▸ **WHAT IS EXPECTED**
While reading through the material below, copy each line that holds the word "textBaseline".

▸ **RAW DATA**
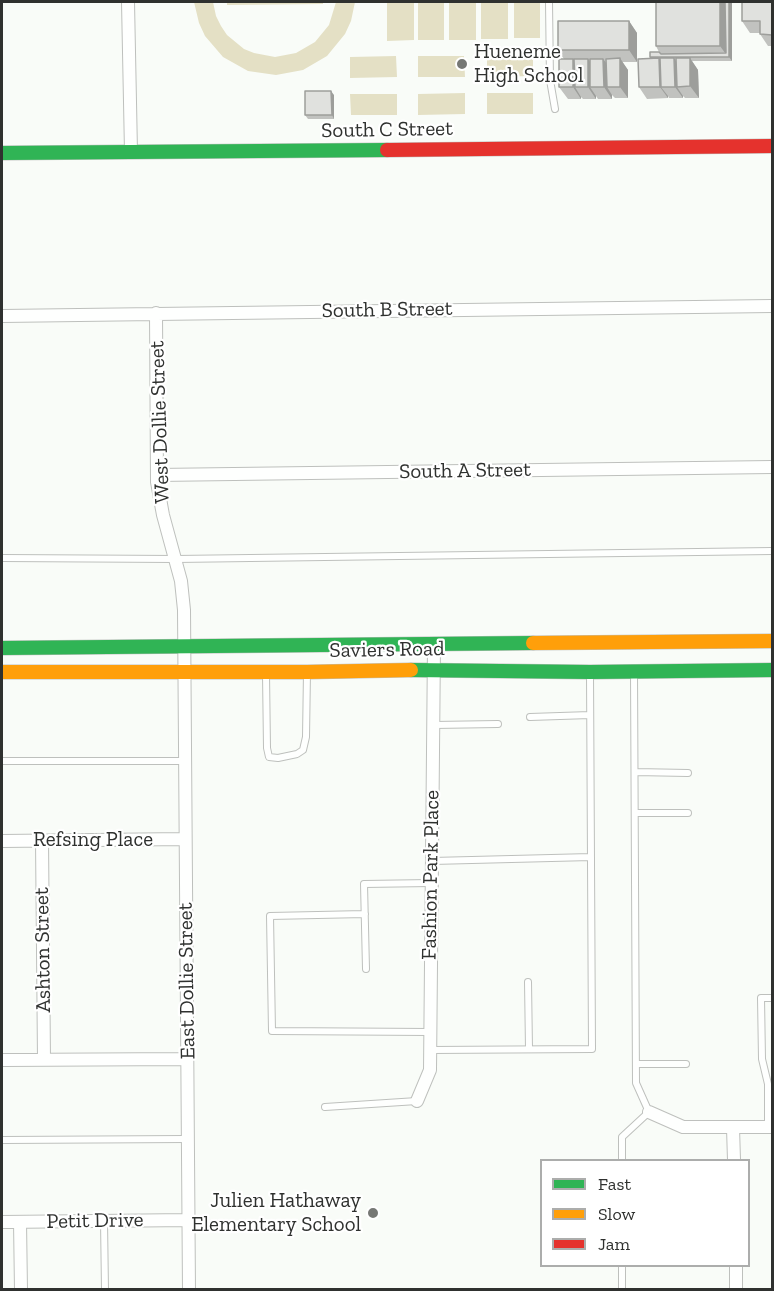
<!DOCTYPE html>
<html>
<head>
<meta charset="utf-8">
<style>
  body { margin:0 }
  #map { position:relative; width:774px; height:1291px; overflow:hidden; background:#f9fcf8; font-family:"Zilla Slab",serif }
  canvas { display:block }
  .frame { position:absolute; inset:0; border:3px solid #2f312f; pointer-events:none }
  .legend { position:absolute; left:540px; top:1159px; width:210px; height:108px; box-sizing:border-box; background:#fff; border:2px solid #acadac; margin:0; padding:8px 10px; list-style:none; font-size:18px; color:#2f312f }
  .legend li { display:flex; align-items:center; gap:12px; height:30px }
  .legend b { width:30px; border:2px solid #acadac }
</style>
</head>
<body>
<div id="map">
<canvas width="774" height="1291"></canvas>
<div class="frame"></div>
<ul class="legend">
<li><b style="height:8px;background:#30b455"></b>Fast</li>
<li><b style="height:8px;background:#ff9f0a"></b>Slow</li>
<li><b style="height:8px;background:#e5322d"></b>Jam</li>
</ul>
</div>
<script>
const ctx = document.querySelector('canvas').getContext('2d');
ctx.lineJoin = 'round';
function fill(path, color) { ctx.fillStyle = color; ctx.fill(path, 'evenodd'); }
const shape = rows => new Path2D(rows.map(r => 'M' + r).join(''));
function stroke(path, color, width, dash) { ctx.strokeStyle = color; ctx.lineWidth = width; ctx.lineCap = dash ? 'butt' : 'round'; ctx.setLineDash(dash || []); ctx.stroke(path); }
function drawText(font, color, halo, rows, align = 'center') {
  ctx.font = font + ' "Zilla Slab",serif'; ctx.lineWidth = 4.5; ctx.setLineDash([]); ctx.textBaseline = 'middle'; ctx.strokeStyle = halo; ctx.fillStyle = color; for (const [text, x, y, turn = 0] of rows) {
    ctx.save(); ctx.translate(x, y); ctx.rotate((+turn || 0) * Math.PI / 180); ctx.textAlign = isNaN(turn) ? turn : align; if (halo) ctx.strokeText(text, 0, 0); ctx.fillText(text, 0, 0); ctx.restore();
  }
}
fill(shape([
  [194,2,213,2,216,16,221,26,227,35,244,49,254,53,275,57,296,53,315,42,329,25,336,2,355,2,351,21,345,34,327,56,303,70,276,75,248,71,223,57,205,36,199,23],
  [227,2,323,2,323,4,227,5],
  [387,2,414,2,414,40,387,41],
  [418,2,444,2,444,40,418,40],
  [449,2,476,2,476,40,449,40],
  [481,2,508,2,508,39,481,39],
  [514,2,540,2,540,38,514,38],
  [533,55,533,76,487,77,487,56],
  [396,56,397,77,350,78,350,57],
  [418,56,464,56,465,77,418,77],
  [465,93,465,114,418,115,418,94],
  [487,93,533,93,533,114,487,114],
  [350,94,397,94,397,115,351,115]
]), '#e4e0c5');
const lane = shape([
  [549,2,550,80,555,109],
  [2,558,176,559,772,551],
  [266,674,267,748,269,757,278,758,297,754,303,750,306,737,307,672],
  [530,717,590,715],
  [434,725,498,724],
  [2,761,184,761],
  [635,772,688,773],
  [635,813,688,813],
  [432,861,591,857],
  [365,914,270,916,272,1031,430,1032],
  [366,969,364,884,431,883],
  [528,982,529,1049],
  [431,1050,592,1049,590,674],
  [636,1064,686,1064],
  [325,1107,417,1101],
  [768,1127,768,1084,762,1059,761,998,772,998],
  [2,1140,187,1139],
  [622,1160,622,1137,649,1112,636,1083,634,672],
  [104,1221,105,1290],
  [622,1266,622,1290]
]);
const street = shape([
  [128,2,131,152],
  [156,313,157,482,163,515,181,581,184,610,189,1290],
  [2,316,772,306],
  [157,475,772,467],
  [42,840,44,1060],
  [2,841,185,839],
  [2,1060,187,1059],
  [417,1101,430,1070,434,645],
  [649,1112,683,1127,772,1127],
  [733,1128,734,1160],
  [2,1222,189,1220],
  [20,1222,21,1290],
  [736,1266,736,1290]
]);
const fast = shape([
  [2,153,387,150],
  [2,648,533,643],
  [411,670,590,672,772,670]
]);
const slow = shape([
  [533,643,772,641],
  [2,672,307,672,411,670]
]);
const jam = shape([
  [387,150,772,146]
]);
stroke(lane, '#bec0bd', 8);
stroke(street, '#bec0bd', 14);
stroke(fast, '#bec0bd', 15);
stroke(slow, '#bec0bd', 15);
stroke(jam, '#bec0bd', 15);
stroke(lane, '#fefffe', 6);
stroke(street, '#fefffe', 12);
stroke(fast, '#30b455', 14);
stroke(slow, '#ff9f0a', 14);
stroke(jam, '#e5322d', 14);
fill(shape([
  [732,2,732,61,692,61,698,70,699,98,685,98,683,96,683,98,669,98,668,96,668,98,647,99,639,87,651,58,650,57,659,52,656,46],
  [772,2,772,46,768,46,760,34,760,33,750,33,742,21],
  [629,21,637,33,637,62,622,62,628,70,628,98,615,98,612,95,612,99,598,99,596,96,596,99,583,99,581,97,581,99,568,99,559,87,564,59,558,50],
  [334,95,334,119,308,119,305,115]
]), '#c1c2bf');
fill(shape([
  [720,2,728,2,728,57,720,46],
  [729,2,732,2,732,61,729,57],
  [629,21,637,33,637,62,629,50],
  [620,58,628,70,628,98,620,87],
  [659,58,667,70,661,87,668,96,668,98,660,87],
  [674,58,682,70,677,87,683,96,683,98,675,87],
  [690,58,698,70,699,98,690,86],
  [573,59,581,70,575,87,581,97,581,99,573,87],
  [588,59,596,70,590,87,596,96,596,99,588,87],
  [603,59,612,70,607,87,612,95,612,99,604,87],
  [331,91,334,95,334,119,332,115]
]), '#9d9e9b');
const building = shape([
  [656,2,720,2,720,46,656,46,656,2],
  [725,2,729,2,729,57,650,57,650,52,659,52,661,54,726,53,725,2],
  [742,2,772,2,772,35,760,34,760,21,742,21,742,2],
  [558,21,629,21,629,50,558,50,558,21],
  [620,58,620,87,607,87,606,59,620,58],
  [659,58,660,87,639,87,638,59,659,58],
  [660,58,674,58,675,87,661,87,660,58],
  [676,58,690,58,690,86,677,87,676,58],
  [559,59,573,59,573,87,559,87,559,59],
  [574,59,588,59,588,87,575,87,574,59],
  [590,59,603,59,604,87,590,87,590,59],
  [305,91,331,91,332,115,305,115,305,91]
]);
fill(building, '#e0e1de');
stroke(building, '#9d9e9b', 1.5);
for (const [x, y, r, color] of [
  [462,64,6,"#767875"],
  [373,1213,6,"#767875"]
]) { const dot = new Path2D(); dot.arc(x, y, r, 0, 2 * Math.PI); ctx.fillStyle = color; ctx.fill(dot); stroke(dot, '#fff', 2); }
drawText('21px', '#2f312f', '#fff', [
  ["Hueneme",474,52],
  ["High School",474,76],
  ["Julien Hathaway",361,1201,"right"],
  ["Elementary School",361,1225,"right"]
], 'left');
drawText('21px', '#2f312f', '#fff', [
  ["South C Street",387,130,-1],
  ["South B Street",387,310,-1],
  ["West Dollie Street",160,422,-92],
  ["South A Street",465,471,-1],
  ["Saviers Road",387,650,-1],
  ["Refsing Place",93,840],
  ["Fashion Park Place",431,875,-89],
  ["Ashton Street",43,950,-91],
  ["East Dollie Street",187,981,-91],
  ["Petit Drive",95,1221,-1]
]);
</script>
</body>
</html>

--

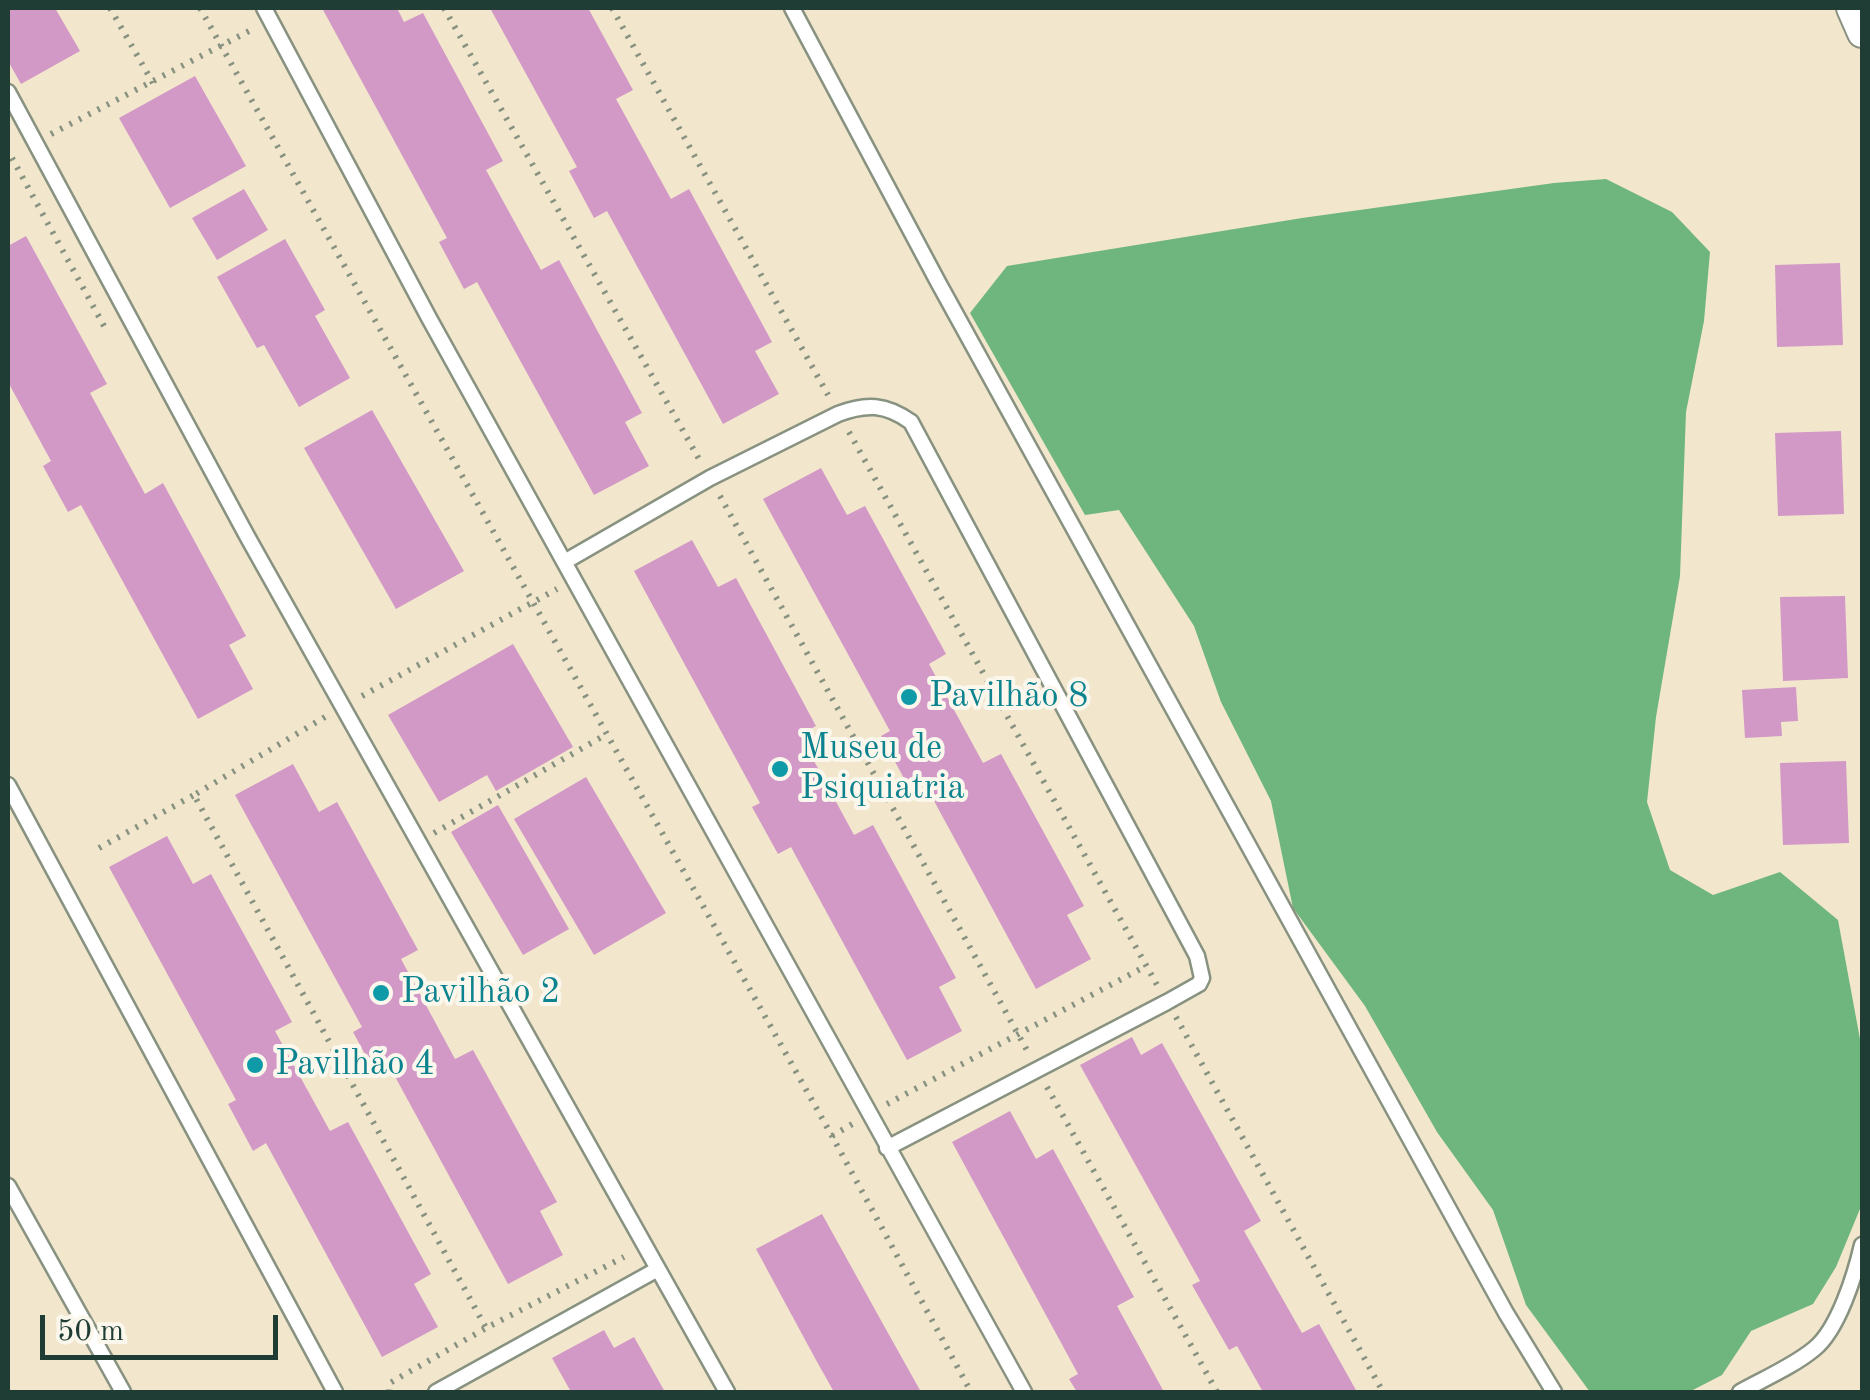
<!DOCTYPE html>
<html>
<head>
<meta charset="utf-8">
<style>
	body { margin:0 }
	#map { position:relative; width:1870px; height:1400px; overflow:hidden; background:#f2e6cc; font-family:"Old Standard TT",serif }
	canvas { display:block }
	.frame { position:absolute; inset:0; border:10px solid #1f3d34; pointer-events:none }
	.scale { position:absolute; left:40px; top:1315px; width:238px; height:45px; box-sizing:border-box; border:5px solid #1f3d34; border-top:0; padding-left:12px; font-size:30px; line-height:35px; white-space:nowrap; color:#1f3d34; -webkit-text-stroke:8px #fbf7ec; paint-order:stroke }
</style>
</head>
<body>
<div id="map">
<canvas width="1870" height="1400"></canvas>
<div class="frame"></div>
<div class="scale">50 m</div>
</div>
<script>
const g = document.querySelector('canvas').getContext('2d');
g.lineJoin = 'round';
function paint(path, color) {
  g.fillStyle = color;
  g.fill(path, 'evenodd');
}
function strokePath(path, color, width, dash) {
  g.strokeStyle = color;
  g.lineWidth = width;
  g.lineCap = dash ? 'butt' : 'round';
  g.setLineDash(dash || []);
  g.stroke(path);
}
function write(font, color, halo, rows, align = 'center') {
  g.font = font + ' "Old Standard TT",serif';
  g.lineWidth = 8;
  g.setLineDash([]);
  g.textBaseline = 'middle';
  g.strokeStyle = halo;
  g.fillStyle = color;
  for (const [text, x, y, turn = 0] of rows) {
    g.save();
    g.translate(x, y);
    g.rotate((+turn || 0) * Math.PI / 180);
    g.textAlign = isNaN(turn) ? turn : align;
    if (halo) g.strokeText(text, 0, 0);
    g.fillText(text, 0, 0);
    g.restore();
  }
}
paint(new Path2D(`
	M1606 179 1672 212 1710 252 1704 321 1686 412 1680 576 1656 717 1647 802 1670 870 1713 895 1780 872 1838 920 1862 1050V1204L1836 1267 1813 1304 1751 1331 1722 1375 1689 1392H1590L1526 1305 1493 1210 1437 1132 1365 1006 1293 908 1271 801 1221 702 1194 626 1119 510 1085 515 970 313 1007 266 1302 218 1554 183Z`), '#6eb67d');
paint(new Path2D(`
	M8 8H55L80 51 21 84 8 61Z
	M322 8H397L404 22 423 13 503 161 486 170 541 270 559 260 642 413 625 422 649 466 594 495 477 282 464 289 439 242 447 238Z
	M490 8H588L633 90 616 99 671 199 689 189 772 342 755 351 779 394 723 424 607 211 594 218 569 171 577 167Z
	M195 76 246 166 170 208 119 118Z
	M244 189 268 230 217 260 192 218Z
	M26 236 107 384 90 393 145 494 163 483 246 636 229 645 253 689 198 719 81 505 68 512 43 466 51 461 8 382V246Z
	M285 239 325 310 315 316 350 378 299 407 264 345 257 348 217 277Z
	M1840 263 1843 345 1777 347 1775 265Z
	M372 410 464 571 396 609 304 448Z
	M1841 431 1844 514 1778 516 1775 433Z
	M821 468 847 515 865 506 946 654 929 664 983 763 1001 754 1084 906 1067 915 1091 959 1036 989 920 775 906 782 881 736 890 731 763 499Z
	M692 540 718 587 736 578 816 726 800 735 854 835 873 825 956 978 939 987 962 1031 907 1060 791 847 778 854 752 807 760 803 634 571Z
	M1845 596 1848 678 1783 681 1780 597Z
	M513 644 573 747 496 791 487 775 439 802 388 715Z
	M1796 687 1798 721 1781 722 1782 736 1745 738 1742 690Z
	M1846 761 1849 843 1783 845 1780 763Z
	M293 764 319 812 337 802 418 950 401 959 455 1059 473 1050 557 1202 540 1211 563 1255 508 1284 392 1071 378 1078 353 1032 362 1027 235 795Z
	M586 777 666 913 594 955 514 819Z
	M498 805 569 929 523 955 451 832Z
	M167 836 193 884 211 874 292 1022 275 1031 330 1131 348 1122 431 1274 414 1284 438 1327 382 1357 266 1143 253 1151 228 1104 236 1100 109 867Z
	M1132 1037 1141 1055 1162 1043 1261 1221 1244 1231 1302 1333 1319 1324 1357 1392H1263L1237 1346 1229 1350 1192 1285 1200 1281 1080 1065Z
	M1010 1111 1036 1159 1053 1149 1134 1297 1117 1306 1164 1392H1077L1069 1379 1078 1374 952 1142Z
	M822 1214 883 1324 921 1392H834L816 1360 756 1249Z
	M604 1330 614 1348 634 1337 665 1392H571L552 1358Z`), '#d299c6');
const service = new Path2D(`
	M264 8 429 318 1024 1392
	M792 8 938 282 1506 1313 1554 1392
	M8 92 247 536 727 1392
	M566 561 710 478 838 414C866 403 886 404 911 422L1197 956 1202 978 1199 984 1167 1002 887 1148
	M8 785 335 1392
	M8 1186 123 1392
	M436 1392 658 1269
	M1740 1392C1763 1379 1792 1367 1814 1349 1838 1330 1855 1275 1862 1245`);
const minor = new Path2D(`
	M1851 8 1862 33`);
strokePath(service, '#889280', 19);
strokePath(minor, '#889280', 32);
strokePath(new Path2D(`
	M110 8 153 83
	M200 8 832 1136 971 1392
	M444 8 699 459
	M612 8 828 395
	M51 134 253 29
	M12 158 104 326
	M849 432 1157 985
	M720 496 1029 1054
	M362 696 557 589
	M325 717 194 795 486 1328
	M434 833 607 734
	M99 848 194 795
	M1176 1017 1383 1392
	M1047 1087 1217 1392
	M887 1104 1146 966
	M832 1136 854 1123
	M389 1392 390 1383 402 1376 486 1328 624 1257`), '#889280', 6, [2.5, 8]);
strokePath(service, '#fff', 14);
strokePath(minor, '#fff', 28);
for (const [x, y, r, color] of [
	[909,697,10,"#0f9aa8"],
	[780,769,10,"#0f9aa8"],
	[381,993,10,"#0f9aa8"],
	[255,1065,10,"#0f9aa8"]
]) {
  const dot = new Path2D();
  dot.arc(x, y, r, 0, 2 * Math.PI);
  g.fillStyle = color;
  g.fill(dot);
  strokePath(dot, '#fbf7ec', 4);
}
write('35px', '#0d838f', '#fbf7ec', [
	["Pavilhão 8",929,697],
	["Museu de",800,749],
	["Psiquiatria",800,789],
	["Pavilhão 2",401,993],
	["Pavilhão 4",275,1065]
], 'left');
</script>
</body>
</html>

▸ **EXPECTED ANSWER**
  ctx.font = font + ' "Zilla Slab",serif'; ctx.lineWidth = 4.5; ctx.setLineDash([]); ctx.textBaseline = 'middle'; ctx.strokeStyle = halo; ctx.fillStyle = color; for (const [text, x, y, turn = 0] of rows) {
  g.textBaseline = 'middle';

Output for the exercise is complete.